2004.07.23 – HEALTH DEPARTMENT TO STUDY CANCER CASES

HEALTH DEPARTMENT TO STUDY CANCER CASES
Four people near ex-Superfund site have rare form of disease.
By Chris Parker
The Morning Call Inc., Copyright 2004
Reprinted With Permission

July 23, 2004

The state Health Department will study the four cases of a rare bone marrow cancer in people who live on Ben Titus Road in Rush Township, near a former Superfund site.

The agency also will compare cancer rates in the area with updated state and national figures to try to discover why so many Ben Titus Road residents are getting sick.

The studies should begin shortly, said Joel H. Hersh, director of the department’s bureau of epidemiology.

In addition to working with the doctors of the four people who say they have been diagnosed with the bone marrow disease, polycythemia vera, ”We’ll do a statistical analysis of all cancers in the areas and compare it to the rest of Pennsylvania, see how everything falls out,” Hersh said.

He spoke at a meeting Thursday of residents, local officials and representatives from the state Departments of Health and Environmental Protection.

The meeting was arranged by state Rep.

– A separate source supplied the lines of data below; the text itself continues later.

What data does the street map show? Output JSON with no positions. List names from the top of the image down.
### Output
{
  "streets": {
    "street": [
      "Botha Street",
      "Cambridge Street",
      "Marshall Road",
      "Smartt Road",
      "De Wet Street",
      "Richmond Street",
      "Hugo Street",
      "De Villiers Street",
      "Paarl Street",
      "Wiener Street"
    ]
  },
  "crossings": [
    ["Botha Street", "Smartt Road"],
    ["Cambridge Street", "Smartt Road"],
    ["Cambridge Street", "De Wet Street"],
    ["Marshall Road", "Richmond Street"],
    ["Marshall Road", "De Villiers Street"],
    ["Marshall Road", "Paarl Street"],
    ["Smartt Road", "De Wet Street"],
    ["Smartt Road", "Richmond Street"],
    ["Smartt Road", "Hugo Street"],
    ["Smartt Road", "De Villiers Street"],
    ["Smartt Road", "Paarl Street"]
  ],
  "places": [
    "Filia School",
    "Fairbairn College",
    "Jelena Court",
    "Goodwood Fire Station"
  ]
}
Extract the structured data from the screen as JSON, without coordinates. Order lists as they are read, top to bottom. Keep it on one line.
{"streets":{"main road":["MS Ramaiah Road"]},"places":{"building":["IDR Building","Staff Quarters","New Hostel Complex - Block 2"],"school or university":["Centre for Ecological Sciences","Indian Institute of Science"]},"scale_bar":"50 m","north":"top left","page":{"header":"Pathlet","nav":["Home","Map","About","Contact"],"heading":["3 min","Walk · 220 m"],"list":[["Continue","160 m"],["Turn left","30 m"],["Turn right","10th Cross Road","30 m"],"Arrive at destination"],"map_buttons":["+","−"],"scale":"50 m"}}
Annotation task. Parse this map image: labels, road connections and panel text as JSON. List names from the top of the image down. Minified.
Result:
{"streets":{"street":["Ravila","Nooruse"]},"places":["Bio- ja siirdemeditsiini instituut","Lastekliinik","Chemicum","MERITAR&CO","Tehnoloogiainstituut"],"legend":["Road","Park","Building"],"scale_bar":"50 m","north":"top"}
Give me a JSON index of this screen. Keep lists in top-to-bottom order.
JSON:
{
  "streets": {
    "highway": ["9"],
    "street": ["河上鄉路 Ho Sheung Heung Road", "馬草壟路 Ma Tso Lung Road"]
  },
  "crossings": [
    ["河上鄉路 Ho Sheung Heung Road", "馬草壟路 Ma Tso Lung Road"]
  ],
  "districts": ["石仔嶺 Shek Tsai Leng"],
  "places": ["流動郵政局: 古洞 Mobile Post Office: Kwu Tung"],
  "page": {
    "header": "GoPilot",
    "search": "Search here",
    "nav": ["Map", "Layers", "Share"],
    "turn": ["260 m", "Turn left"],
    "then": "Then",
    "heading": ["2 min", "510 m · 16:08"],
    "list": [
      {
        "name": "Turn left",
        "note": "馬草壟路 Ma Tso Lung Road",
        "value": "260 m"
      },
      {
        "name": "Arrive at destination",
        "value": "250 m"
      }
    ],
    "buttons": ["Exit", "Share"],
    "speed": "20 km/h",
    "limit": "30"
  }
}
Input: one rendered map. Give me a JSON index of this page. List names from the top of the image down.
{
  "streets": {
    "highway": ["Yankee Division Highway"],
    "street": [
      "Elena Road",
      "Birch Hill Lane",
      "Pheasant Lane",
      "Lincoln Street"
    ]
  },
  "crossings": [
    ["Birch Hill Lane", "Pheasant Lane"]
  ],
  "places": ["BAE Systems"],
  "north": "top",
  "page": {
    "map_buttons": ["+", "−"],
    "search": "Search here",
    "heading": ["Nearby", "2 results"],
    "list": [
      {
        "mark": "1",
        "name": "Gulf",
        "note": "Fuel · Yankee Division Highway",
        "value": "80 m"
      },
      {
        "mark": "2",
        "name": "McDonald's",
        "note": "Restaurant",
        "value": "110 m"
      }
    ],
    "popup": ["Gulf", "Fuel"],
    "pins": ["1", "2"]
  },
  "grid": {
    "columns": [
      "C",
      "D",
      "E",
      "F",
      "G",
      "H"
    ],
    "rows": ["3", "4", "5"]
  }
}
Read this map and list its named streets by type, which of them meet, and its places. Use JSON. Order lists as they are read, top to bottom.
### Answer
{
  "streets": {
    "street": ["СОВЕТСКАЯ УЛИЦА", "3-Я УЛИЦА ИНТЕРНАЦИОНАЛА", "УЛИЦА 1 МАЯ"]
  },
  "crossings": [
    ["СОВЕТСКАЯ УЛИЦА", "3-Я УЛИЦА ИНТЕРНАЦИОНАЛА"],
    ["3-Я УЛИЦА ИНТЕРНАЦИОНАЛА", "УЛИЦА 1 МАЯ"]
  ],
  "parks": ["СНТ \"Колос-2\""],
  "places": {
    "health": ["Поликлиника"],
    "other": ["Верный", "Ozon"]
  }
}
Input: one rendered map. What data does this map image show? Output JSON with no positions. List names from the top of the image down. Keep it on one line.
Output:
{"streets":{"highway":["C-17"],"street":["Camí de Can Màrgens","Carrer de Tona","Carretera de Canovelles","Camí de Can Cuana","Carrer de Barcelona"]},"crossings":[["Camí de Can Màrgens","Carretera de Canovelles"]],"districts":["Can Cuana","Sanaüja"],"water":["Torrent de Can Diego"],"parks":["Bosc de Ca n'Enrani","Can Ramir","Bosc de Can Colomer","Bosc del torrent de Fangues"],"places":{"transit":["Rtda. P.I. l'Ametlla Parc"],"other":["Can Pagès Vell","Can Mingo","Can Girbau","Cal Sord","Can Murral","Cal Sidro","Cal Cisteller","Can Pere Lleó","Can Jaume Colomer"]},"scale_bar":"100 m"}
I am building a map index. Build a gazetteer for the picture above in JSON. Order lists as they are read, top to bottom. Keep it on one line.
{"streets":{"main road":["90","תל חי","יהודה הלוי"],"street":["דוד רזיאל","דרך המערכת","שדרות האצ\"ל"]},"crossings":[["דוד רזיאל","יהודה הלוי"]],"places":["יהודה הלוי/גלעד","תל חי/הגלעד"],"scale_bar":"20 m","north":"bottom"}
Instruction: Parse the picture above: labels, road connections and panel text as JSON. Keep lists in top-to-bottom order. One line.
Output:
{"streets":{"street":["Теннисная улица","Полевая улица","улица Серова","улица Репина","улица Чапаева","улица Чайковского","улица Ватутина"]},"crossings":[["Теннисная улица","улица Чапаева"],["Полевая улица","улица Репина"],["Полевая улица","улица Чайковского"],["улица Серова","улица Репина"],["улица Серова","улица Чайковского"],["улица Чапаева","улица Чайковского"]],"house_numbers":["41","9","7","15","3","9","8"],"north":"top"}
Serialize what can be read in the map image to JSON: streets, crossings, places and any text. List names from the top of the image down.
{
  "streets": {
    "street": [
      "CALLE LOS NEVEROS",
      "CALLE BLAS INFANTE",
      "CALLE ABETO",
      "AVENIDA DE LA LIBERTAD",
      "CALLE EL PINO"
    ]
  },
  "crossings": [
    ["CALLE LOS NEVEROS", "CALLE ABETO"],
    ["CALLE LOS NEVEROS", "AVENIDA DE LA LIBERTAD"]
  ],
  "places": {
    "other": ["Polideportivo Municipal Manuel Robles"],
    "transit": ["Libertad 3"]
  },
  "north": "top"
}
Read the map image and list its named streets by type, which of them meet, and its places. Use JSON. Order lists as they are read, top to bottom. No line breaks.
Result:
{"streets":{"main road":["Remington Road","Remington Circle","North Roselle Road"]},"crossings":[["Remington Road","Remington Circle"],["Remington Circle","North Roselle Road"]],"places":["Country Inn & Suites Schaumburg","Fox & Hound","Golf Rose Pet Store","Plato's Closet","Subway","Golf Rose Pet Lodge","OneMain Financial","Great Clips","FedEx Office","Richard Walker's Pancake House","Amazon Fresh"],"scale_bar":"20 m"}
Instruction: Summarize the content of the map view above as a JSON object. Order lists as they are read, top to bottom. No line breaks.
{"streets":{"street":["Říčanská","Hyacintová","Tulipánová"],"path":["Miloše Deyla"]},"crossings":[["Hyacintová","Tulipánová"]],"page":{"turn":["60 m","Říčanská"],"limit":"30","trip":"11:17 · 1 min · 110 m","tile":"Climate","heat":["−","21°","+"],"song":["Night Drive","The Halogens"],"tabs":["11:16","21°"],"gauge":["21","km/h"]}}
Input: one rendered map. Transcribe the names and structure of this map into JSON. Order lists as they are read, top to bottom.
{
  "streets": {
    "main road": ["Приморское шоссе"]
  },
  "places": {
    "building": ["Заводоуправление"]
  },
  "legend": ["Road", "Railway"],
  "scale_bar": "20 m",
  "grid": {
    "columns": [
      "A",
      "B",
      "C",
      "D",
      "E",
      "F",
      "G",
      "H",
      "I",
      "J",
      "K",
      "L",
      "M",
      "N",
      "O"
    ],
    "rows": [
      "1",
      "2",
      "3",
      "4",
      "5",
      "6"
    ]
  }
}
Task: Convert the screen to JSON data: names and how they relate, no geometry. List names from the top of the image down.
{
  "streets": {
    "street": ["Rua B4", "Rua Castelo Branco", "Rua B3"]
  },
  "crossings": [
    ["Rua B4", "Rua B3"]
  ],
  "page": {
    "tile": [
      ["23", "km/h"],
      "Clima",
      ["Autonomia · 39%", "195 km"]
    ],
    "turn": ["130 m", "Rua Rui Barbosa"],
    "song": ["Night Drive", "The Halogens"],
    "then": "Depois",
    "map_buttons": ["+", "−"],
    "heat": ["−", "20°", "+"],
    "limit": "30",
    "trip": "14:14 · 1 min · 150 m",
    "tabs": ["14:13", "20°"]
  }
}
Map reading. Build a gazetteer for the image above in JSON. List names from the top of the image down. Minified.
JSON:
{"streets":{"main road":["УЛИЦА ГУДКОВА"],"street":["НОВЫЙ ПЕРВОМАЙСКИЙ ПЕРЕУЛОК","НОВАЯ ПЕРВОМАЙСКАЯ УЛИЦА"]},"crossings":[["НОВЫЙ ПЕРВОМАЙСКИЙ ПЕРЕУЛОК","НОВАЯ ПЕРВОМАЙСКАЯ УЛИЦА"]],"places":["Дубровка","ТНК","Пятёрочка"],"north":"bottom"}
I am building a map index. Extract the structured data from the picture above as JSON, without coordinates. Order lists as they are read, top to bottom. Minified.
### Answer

David G. Argall, R-Schuylkill, to let residents share concerns with the state agencies as they prepare to examine the situation.

Argall did not attend the meeting, facilitated by his aide, Micah Gursky.

Carbon County Groundwater Guardians founder Frank Waksmunski, who sounded the alarm about what he believes is a cancer cluster, led the discussion.

Residents of the Rush Township community say they are worried toxic chemicals leaching from the former McAdoo Associates Superfund site in neighboring Kline Township are causing a high rate of cancer, including polycythemia vera, which typically strikes one in every 200,000 people.

The rare cancer thickens blood and increases the risk of heart attack, stroke and a form of leukemia.

The community is about two miles from the 8-acre site where McAdoo Associates operated from 1975 until a state permit was revoked in 1979.

The site, used as a metal reclamation and incineration facility, had 7,000 drums and six above-ground tanks, according to the federal Environmental Protection Agency.

EPA found the soil there contaminated with heavy metals and volatile organic compounds.

In 1983, EPA placed the site on its Superfund cleanup list, and two years later it was identified as the state’s worst site and 26th-worst in the nation.

EPA said the geology of the area shunted leached polluted water west to the Little Schuylkill River.

A 1993 study of cancer death rates by the government concluded the Superfund site did not cause a rise in the disease.

DEP disputed a connection between the site and the cancers, saying the people on Ben Titus Road get their water from a different source, the Still Creek Reservoir, than the one near the Superfund site, and tests have shown no contamination.

”It’s not coming from the McAdoo Associates site,” said Robert Lewis, manager of DEP’s Hazardous Sites Cleanup Program.

”I don’t believe that,” said Joseph Krushinsky of Still Creek in Rush Township.

Krushinsky, who said he’s had cancer for years, said he’s convinced toxic chemicals are finding their way into the community’s drinking water.

He said he watched New York and New Jersey tanker trucks roll into the site before the cleanup to dump waste into an unused coal mine.

”It scares me to my heels,” Krushinsky said.

The Superfund site was not properly evaluated or cleaned, and the matter was ”covered up” by officials and chemical companies, Krushinsky said.

He was among the people who pushed to have the site cleaned and said nothing was done until he gave the state two boxes of documents containing information about what was dumped, when and by whom.

Hersh said his department will study the situation but warned that it might not result in definitive answers.

It’s difficult to prove a link between a substance and a particular type of cancer, he said.

”You’d like for us to find the smoking gun,” Hersh said, ”but lots of times we don’t know.”

He said the aging population in the area must be factored in.

”The longer you live, the more chance you have of developing stuff,” he said.

Jerry Knowles of Tamaqua asked about cancer rates.

According to Brian Wright, a Health Department statistical analyst, Schuylkill’s cancer death rate for 1999 through 2002 is slightly higher than the state average.

Carbon County’s rate was significantly higher for 2000-02, Wright said.

The state rate in 2000-02 was 202.8 per 100,000 people; Schuylkill County’s was 212.1, and Carbon County’s rate was 234.5, Wright said.

Gursky quizzed Hersh about why the agency wouldn’t focus on Ben Titus Road.

”When there is a Superfund site right up the hill, doesn’t it make sense to look at that area?” Gursky said.

Hersh said the agency would see if there was a connection but said a study would have to look at a wider area to get a more accurate picture.

Waksmunski asked DEP to test air, emissions from local cogeneration plants and for radioactive materials in water.

Tamaqua Area School District nurse Cathy Miorelli gave Hersh 15 surveys residents filled out, listing health problems and chemical exposure.